Researchers Rewire Immune System to Treat MS, Type 1 Diabetes, Other Autoimmune Diseases

Researchers Rewire Immune System to Treat MS, Type 1 Diabetes, Other Autoimmune Diseases

Two Boston-based researchers have managed to re-train the immune system to ignore antigens that trigger an autoimmune reaction, alleviating symptoms of multiple sclerosis (MS) and type 1 diabetes in a mouse model.

Their study, Engineered erythrocytes covalently linked to antigenic peptides can protect against autoimmune disease,” appeared in a leading medical journal, Proceedings of the Academy of Sciences (PNAS).

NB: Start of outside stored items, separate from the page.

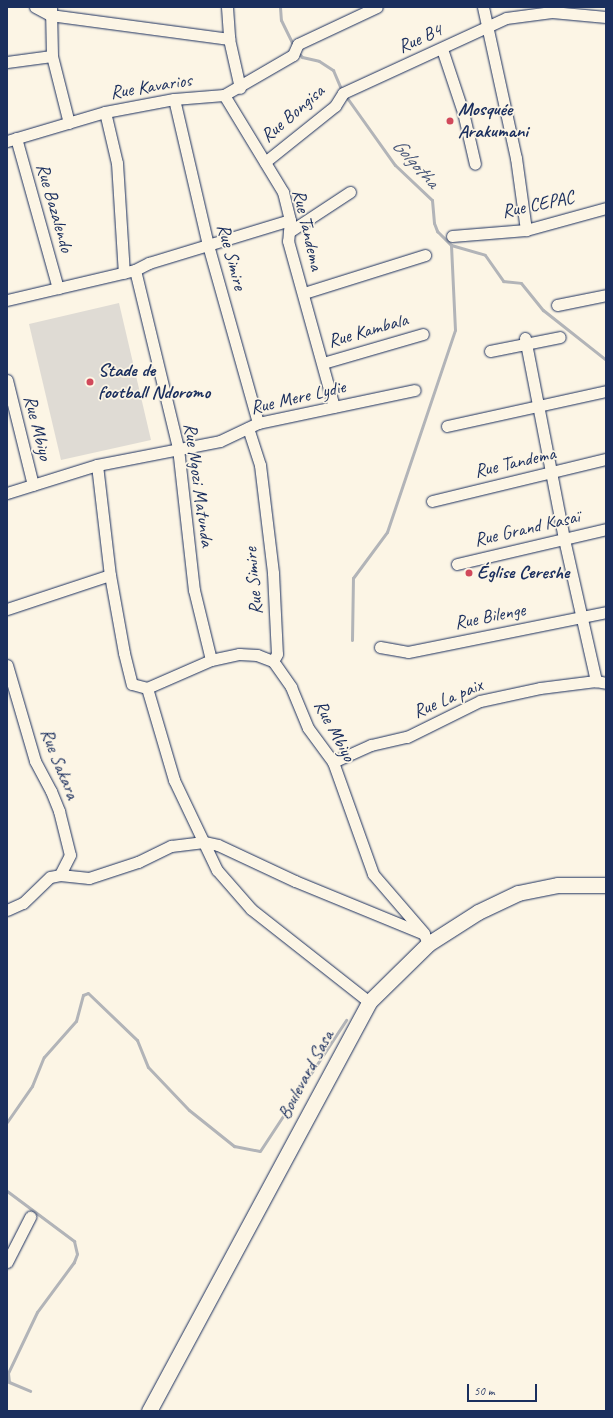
<!DOCTYPE html>
<meta charset="utf-8">
<style>
body{margin:0}
#map{position:relative;width:613px;height:1418px;overflow:hidden;background:#fcf5e5;font-family:Caveat,sans-serif}
div>[style]{position:absolute}
.green>*{inset:0;background:#dfdbd4}
.stream>*{height:3px;margin:-1.5px;padding:0 1.5px;transform-origin:1.5px;border-radius:1.5px;background:#b2b4b8}
.roads{filter:drop-shadow(0 0 1px #1b2f5e) drop-shadow(0 0 1px #1b2f5e)}
.street>*{height:11px;margin:-5.5px;padding:0 5.5px;transform-origin:5.5px;border-radius:5.5px;background:#fcf5e5}
.secondary>*{height:15px;margin:-7.5px;padding:0 7.5px;transform-origin:7.5px;border-radius:7.5px;background:#fcf5e5}
.dots>*{width:11px;height:11px;translate:-50% -50%;box-sizing:border-box;border:2px solid #fcf5e5;border-radius:50%}
span{translate:-50% -50%;white-space:nowrap;text-align:center;line-height:1.15;-webkit-text-stroke:3.5px #fcf5e5;paint-order:stroke}
.street-label{font-size:19px;color:#1b2f5e}
.poi-label{font-size:19px;color:#1b2f5e;font-weight:700}
.left{translate:0 -50%;text-align:left}
.water-label{font-size:20px;color:#485779;font-style:italic}
.frame{position:absolute;inset:0;border:8px solid #1b2f5e;pointer-events:none}
.scale{position:absolute;left:467px;top:1384px;width:70px;height:18px;box-sizing:border-box;border:2px solid #1b2f5e;border-top:0;padding-left:5px;font-size:12px;line-height:14px;white-space:nowrap;color:#1b2f5e;-webkit-text-stroke:3px #fcf5e5;paint-order:stroke}
</style>
<div id="map">
<div class="green">
<i style="clip-path:polygon(119px 303px,151px 440px,61px 460px,29px 324px)"></i>
</div>
<div class="stream">
<i style="left:280px;top:7px;width:13px;rotate:86deg"></i>
<i style="left:281px;top:20px;width:30px;rotate:64deg"></i>
<i style="left:297px;top:51px;width:8px;rotate:50deg"></i>
<i style="left:302px;top:57px;width:17px;rotate:13deg"></i>
<i style="left:319px;top:61px;width:17px;rotate:33deg"></i>
<i style="left:333px;top:70px;width:23px;rotate:67deg"></i>
<i style="left:345px;top:95px;width:86px;rotate:54.5deg"></i>
<i style="left:395px;top:165px;width:51px;rotate:43.4deg"></i>
<i style="left:432px;top:200px;width:23px;rotate:85deg"></i>
<i style="left:434px;top:223px;width:9px;rotate:69deg"></i>
<i style="left:437px;top:231px;width:20px;rotate:45deg"></i>
<i style="left:451px;top:245px;width:35px;rotate:16deg"></i>
<i style="left:485px;top:255px;width:32px;rotate:55deg"></i>
<i style="left:503px;top:281px;width:18px;rotate:6deg"></i>
<i style="left:521px;top:283px;width:35px;rotate:51deg"></i>
<i style="left:543px;top:310px;width:80px;rotate:38.4deg"></i>
<i style="left:352px;top:640px;width:62px;rotate:-89.1deg"></i>
<i style="left:353px;top:578px;width:57px;rotate:-53.5deg"></i>
<i style="left:387px;top:532px;width:213px;rotate:-71.4deg"></i>
<i style="left:455px;top:330px;width:85px;rotate:-92.7deg"></i>
<i style="left:7px;top:1122px;width:44px;rotate:-55.2deg"></i>
<i style="left:32px;top:1086px;width:31px;rotate:-68deg"></i>
<i style="left:44px;top:1057px;width:48px;rotate:-48.4deg"></i>
<i style="left:76px;top:1021px;width:27px;rotate:-75deg"></i>
<i style="left:83px;top:995px;width:5px;rotate:-22deg"></i>
<i style="left:88px;top:993px;width:68px;rotate:43.8deg"></i>
<i style="left:137px;top:1040px;width:29px;rotate:68deg"></i>
<i style="left:148px;top:1067px;width:59px;rotate:46.4deg"></i>
<i style="left:189px;top:1110px;width:58px;rotate:38.7deg"></i>
<i style="left:234px;top:1146px;width:26px;rotate:11deg"></i>
<i style="left:260px;top:1151px;width:157px;rotate:-56.7deg"></i>
<i style="left:7px;top:1191px;width:84px;rotate:36.7deg"></i>
<i style="left:74px;top:1241px;width:13px;rotate:77deg"></i>
<i style="left:77px;top:1254px;width:9px;rotate:111deg"></i>
<i style="left:74px;top:1262px;width:62px;rotate:126.5deg"></i>
<i style="left:37px;top:1312px;width:68px;rotate:115.4deg"></i>
<i style="left:8px;top:1373px;width:9px;rotate:84deg"></i>
<i style="left:9px;top:1382px;width:23px;rotate:23deg"></i>
</div>
<div class="roads">
<div class="street">
<i style="left:35px;top:7px;width:17px;rotate:28deg"></i>
<i style="left:50px;top:15px;width:181px;rotate:7.6deg"></i>
<i style="left:227px;top:7px;width:32px;rotate:86deg"></i>
<i style="left:229px;top:39px;width:50px;rotate:77.3deg"></i>
<i style="left:483px;top:7px;width:155px;rotate:77.7deg"></i>
<i style="left:516px;top:158px;width:73px;rotate:82.1deg"></i>
<i style="left:51px;top:8px;width:48px;rotate:88.8deg"></i>
<i style="left:52px;top:56px;width:69px;rotate:75.8deg"></i>
<i style="left:442px;top:49px;width:66px;rotate:71.6deg"></i>
<i style="left:463px;top:112px;width:53px;rotate:77deg"></i>
<i style="left:7px;top:62px;width:45px;rotate:-7.6deg"></i>
<i style="left:224px;top:95px;width:114px;rotate:58.7deg"></i>
<i style="left:283px;top:192px;width:29px;rotate:76deg"></i>
<i style="left:290px;top:220px;width:21px;rotate:95deg"></i>
<i style="left:288px;top:241px;width:172px;rotate:74.5deg"></i>
<i style="left:174px;top:99px;width:150px;rotate:76.9deg"></i>
<i style="left:208px;top:245px;width:185px;rotate:74.3deg"></i>
<i style="left:105px;top:112px;width:52px;rotate:76.8deg"></i>
<i style="left:117px;top:163px;width:110px;rotate:86.4deg"></i>
<i style="left:16px;top:138px;width:156px;rotate:74.4deg"></i>
<i style="left:7px;top:141px;width:102px;rotate:-16.5deg"></i>
<i style="left:105px;top:112px;width:70px;rotate:-10.7deg"></i>
<i style="left:174px;top:99px;width:50px;rotate:-4.6deg"></i>
<i style="left:224px;top:95px;width:80px;rotate:-30.1deg"></i>
<i style="left:293px;top:55px;width:12px;rotate:-66deg"></i>
<i style="left:298px;top:44px;width:87px;rotate:-25.1deg"></i>
<i style="left:265px;top:162px;width:90px;rotate:-38.7deg"></i>
<i style="left:335px;top:106px;width:15px;rotate:-58deg"></i>
<i style="left:343px;top:93px;width:179px;rotate:-24.7deg"></i>
<i style="left:506px;top:18px;width:46px;rotate:-7.4deg"></i>
<i style="left:552px;top:12px;width:54px;rotate:5.3deg"></i>
<i style="left:289px;top:232px;width:73px;rotate:-33.3deg"></i>
<i style="left:452px;top:236px;width:74px;rotate:-4.6deg"></i>
<i style="left:526px;top:230px;width:83px;rotate:-15.4deg"></i>
<i style="left:135px;top:270px;width:183px;rotate:76.4deg"></i>
<i style="left:178px;top:448px;width:143px;rotate:83.6deg"></i>
<i style="left:194px;top:590px;width:72px;rotate:76.3deg"></i>
<i style="left:304px;top:293px;width:127px;rotate:-17.4deg"></i>
<i style="left:7px;top:300px;width:131px;rotate:-13.2deg"></i>
<i style="left:135px;top:270px;width:16px;rotate:-27deg"></i>
<i style="left:149px;top:263px;width:147px;rotate:-17deg"></i>
<i style="left:557px;top:305px;width:50px;rotate:-11.5deg"></i>
<i style="left:525px;top:338px;width:205px;rotate:79deg"></i>
<i style="left:564px;top:539px;width:146px;rotate:77.3deg"></i>
<i style="left:490px;top:351px;width:71px;rotate:-11.3deg"></i>
<i style="left:323px;top:363px;width:104px;rotate:-16.2deg"></i>
<i style="left:7px;top:380px;width:108px;rotate:76.1deg"></i>
<i style="left:447px;top:426px;width:163px;rotate:-12.4deg"></i>
<i style="left:248px;top:428px;width:39px;rotate:72deg"></i>
<i style="left:260px;top:465px;width:109px;rotate:83.1deg"></i>
<i style="left:273px;top:573px;width:81px;rotate:87.2deg"></i>
<i style="left:277px;top:654px;width:8px;rotate:120deg"></i>
<i style="left:97px;top:465px;width:111px;rotate:83.3deg"></i>
<i style="left:110px;top:575px;width:79px;rotate:79.8deg"></i>
<i style="left:124px;top:653px;width:32px;rotate:76deg"></i>
<i style="left:132px;top:684px;width:16px;rotate:15deg"></i>
<i style="left:147px;top:688px;width:96px;rotate:73.6deg"></i>
<i style="left:174px;top:780px;width:100px;rotate:64.5deg"></i>
<i style="left:217px;top:870px;width:52px;rotate:48.9deg"></i>
<i style="left:251px;top:909px;width:150px;rotate:38.2deg"></i>
<i style="left:7px;top:493px;width:94px;rotate:-17.3deg"></i>
<i style="left:97px;top:465px;width:125px;rotate:-11deg"></i>
<i style="left:220px;top:441px;width:42px;rotate:-25.3deg"></i>
<i style="left:258px;top:423px;width:160px;rotate:-11.9deg"></i>
<i style="left:432px;top:501px;width:179px;rotate:-13.6deg"></i>
<i style="left:457px;top:564px;width:153px;rotate:-13.2deg"></i>
<i style="left:7px;top:609px;width:108px;rotate:-18.3deg"></i>
<i style="left:380px;top:647px;width:28px;rotate:10deg"></i>
<i style="left:408px;top:652px;width:202px;rotate:-11.4deg"></i>
<i style="left:7px;top:665px;width:100px;rotate:73.7deg"></i>
<i style="left:35px;top:761px;width:34px;rotate:62deg"></i>
<i style="left:51px;top:791px;width:22px;rotate:68deg"></i>
<i style="left:59px;top:811px;width:45px;rotate:76deg"></i>
<i style="left:70px;top:855px;width:22px;rotate:117deg"></i>
<i style="left:147px;top:688px;width:70px;rotate:-23.6deg"></i>
<i style="left:211px;top:660px;width:29px;rotate:-12deg"></i>
<i style="left:239px;top:654px;width:18px;rotate:3deg"></i>
<i style="left:257px;top:655px;width:17px;rotate:21deg"></i>
<i style="left:273px;top:661px;width:32px;rotate:55deg"></i>
<i style="left:291px;top:687px;width:44px;rotate:67.5deg"></i>
<i style="left:308px;top:728px;width:42px;rotate:53.7deg"></i>
<i style="left:333px;top:762px;width:119px;rotate:70.3deg"></i>
<i style="left:373px;top:874px;width:78px;rotate:49.2deg"></i>
<i style="left:333px;top:762px;width:42px;rotate:-24.1deg"></i>
<i style="left:371px;top:745px;width:37px;rotate:-13deg"></i>
<i style="left:407px;top:737px;width:81px;rotate:-26.3deg"></i>
<i style="left:480px;top:701px;width:61px;rotate:-12.2deg"></i>
<i style="left:540px;top:688px;width:56px;rotate:-7.1deg"></i>
<i style="left:596px;top:681px;width:10px;rotate:11deg"></i>
<i style="left:7px;top:910px;width:17px;rotate:-24deg"></i>
<i style="left:23px;top:903px;width:37px;rotate:-44deg"></i>
<i style="left:50px;top:877px;width:10px;rotate:-11deg"></i>
<i style="left:60px;top:875px;width:29px;rotate:6deg"></i>
<i style="left:89px;top:878px;width:52px;rotate:-18.1deg"></i>
<i style="left:138px;top:862px;width:37px;rotate:-26deg"></i>
<i style="left:171px;top:846px;width:33px;rotate:-7deg"></i>
<i style="left:204px;top:842px;width:14px;rotate:12deg"></i>
<i style="left:218px;top:845px;width:85px;rotate:25.1deg"></i>
<i style="left:295px;top:881px;width:139px;rotate:22.3deg"></i>
<i style="left:424px;top:934px;width:11px;rotate:68deg"></i>
<i style="left:7px;top:1262px;width:51px;rotate:-62.9deg"></i>
</div>
<div class="secondary">
<i style="left:149px;top:1411px;width:464px;rotate:-61.7deg"></i>
<i style="left:369px;top:1002px;width:83px;rotate:-44.5deg"></i>
<i style="left:428px;top:944px;width:59px;rotate:-32.6deg"></i>
<i style="left:478px;top:912px;width:44px;rotate:-25.4deg"></i>
<i style="left:518px;top:893px;width:41px;rotate:-11.3deg"></i>
<i style="left:558px;top:885px;width:48px"></i>
</div>
</div>
<div class="dots">
<i style="left:450px;top:121px;background:#d1495b"></i>
<i style="left:90px;top:382px;background:#d1495b"></i>
<i style="left:469px;top:573px;background:#d1495b"></i>
</div>
<div class="street-label">
<span style="left:420px;top:39px;rotate:-24deg">Rue B4</span>
<span style="left:151px;top:87px;rotate:-9deg">Rue Kavarios</span>
<span style="left:293px;top:114px;rotate:-41deg">Rue Bongisa</span>
<span style="left:538px;top:205px;rotate:-12deg">Rue CEPAC</span>
<span style="left:54px;top:208px;rotate:74deg">Rue Bazalendo</span>
<span style="left:307px;top:230px;rotate:77deg">Rue Tandema</span>
<span style="left:231px;top:257px;rotate:75deg">Rue Simire</span>
<span style="left:368px;top:331px;rotate:-16deg">Rue Kambala</span>
<span style="left:298px;top:398px;rotate:-13deg">Rue Mere Lydie</span>
<span style="left:37px;top:428px;rotate:76deg">Rue Mbiyo</span>
<span style="left:515px;top:463px;rotate:-13deg">Rue Tandema</span>
<span style="left:198px;top:485px;rotate:82deg">Rue Ngozi Matunda</span>
<span style="left:527px;top:529px;rotate:-13deg">Rue Grand Kasaï</span>
<span style="left:254px;top:581px;rotate:-95deg">Rue Simire</span>
<span style="left:490px;top:617px;rotate:-11deg">Rue Bilenge</span>
<span style="left:448px;top:699px;rotate:-23deg">Rue La paix</span>
<span style="left:334px;top:731px;rotate:62deg">Rue Mbiyo</span>
<span style="left:59px;top:764px;rotate:68deg">Rue Sakara</span>
<span style="left:306px;top:1075px;rotate:-62deg">Boulevard Sasa</span>
</div>
<div class="poi-label">
<span class="left" style="left:458px;top:121px">Mosquée<br>Arakumani</span>
<span class="left" style="left:98px;top:382px">Stade de<br>football Ndoromo</span>
<span class="left" style="left:477px;top:573px">Église Cereshe</span>
</div>
<div class="water-label">
<span style="left:416px;top:163px;rotate:48deg">Golgotha</span>
</div>
<div class="frame"></div>
<div class="scale">50 m</div>
</div>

The researchers, Hidde Ploegh of Boston Children’s Hospital and Harvey Lodish of the Whitehead Institute for Biomedical Research, attached pieces of disease-specific proteins to red blood cells and then transferred these cells back into a mouse model of MS. The pieces of protein led to what is called the induction of tolerance, in which the immune system is “taught” to ignore antigens that could otherwise trigger an inappropriate response.

“Essentially what we’re doing is hijacking the red blood cell clearance pathway, such that the foreign antigen masquerades as the red blood cells’ own, such that these antigens are being tolerated in the process,” graduate student Novalia Pishesha said in a press release. This strategy reduced MS and type 1 diabetes symptoms in the mice. Importantly, even a single injection before disease onset could produce similar results and prevent the development of further symptoms.

The researchers explained that red blood cells are particularly well-suited to carry molecules to different parts of the body because they can quickly access almost all tissues. Moreover, they are quickly recycled — every month in mice and every four months in humans — without triggering an immune response.

“This is a very promising step in the development of therapies for autoimmune diseases,” said Lodish, a biological engineering professor at MIT. “If this type of response is also true in humans, then it could make a lot of these therapies possible for these diseases and similar conditions.”

Autoimmune diseases develop when the body’s immune system mistakenly attacks its own cells. Some 23 million Americans  are believed to have autoimmune diseases such as rheumatoid arthritis, systemic lupus erythematosus, inflammatory bowel disease, type 1 diabetes and MS. 


  1. Tracey Bennett says:

    I’ve had Type 1 diabetes since age 12. I was formally notified I had RRMS when I was 48, but I knew I had it much longer. My PCP claimed that my MS symptoms were actually from my diabetes!
    Beyond that, I have asked several doctors if there was any relationship between the diabetes and MS as they’re both autoimmune disorders. I’m so glad to see this study being done. By the way, the doctors said they didn’t know.
    Just goes to prove that you know your body best!

  2. Lisa Scroggins says:

    My comment is to multiplesclerosisnewstoday. I subscribe and greatly appreciate the service. But every time I click to read an article, a screen pops up inviting me to join the mailing list. In fact, this morning, while reading today’s posts, I’ve been “encouraged” to join the list 4 separate times. Could you please tweak your website and dial it back? It really takes away from an otherwise fairly solid source of information, to the point that I’ve already limited my views to no more than once a week. Thank you,

    • Rebecca Welsh says:

      Me too, Lisa Scroggins! I have messaged MS news today to let them know that whatever recent changes they’ve made to the website are really annoying, but you said it much more tactfully here. I hope they read these comments and messages and make some changes to like you said, “dial it back.” After trying to read several articles from my phone recently, I just gave up on the website. I’m pretty sure they don’t want to lose readership!

  3. Patti Wagner says:

    I am interested in the work you are doing on rewiring the immune system. I have MS and would be interested in participating in a clinical study on this procedure. Please contact me if you plan to do trials.

    • Eric Woodard says:

      Does this treatment work for people with MS already or is something you do before the first sign of symptoms and does it work for people with progressive MS

  4. Crystal says:

    Would this procedure work for CIDP (Chronic inflammatory demyelinating polyneuropathy)?